Global retail trends

North America

Latin America

UK Europe

In revenue terms, North America is the leading region in the global retail industry, with a 37 percent share of the largest 250 retailers. Generally the sector has grown over the last few years, showing a direct link to economic recovery and a return to retailer expansion. There has been increased activity in Canada recently, driven by US brands such as Saks, Target and Nordstrom establishing bases there. Though around 90 percent of sales are currently made in store, technology is playing a greater supporting role. Retailers are creating digitally enhanced spaces to showcase their products and providing more information through hand-held technology both pre and post sale.

There has been sustained economic growth of between two and seven percent across Latin America in recent years, driven primarily by rising prosperity in the middle classes. High disposable incomes in the upper middle class and the lack of a culture of saving mean that spending is beating inflation. The growing lower middle class is increasing demand for automotive, household goods and clothing. Young, fashion-conscious consumers dominate, with strong brand awareness and an appetite for the latest high tech products. Brazil is the strongest retail market, with numerous new shopping and automotive retail facilities in planning and construction. Mexico, Chile, Colombia and Peru are also growing, driven in part by US and European investment. Retail banks are also undertaking modernisation programmes across major cities.

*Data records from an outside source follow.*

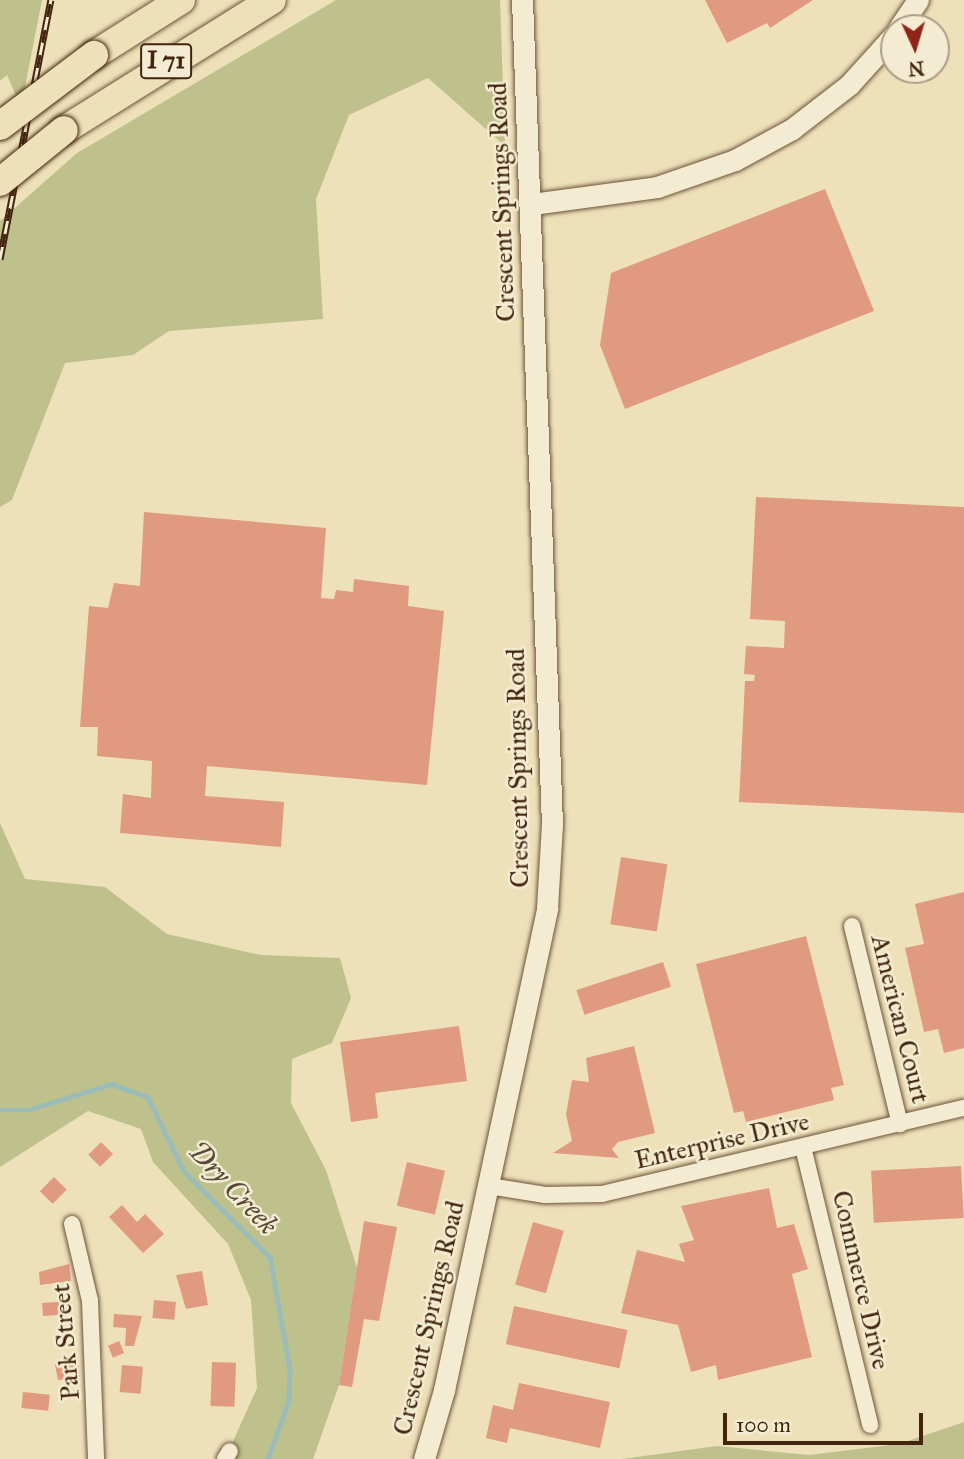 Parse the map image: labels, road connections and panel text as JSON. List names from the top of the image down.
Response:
{
  "streets": {
    "highway": ["I 71"],
    "main road": ["Crescent Springs Road"],
    "street": [
      "American Court",
      "Enterprise Drive",
      "Commerce Drive",
      "Park Street"
    ]
  },
  "crossings": [
    ["Crescent Springs Road", "Enterprise Drive"],
    ["American Court", "Enterprise Drive"],
    ["Enterprise Drive", "Commerce Drive"]
  ],
  "water": ["Dry Creek"],
  "scale_bar": "100 m",
  "north": "bottom"
} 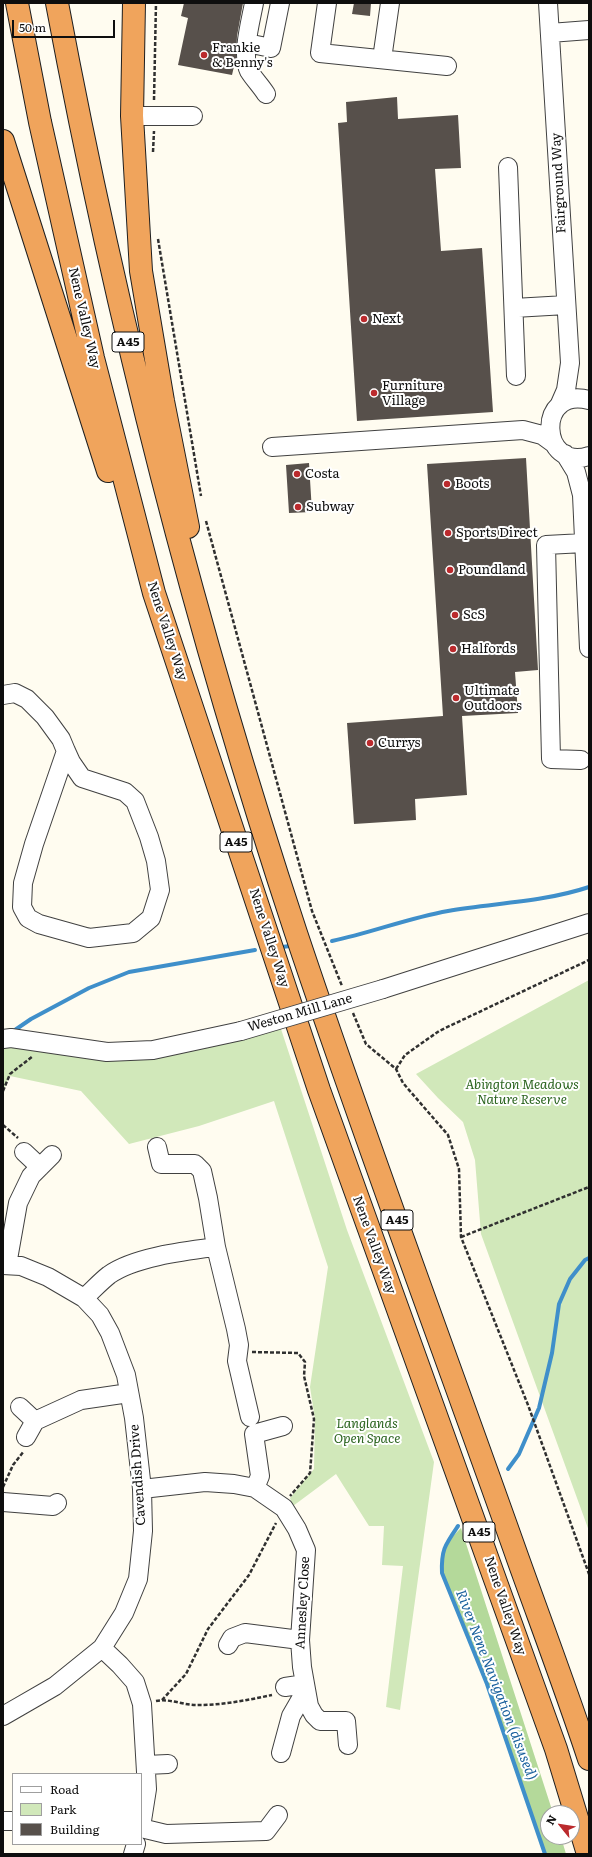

2014 has seen an upswing of growth in the UK’s retail sector, driven by an improving economy and resurgent housing market. While still volatile to wider economic shocks, increasing corporate investment is encouraging a slow and steady build for this sector. Food retail still accounts for over 70 percent of core retail spending and we will see convenience shopping grow over the next 12 months. We expect innovative new convenience offers to appear following key acquisitions by a number of food retailers. Though over 90 percent of retail spending is through physical stores, those retailers enjoying the most success combine bricks and mortar with an online presence. Looking further ahead, we can expect more change on the UK’s high streets, and greater scrutiny around investment decisions, particularly for retail banking.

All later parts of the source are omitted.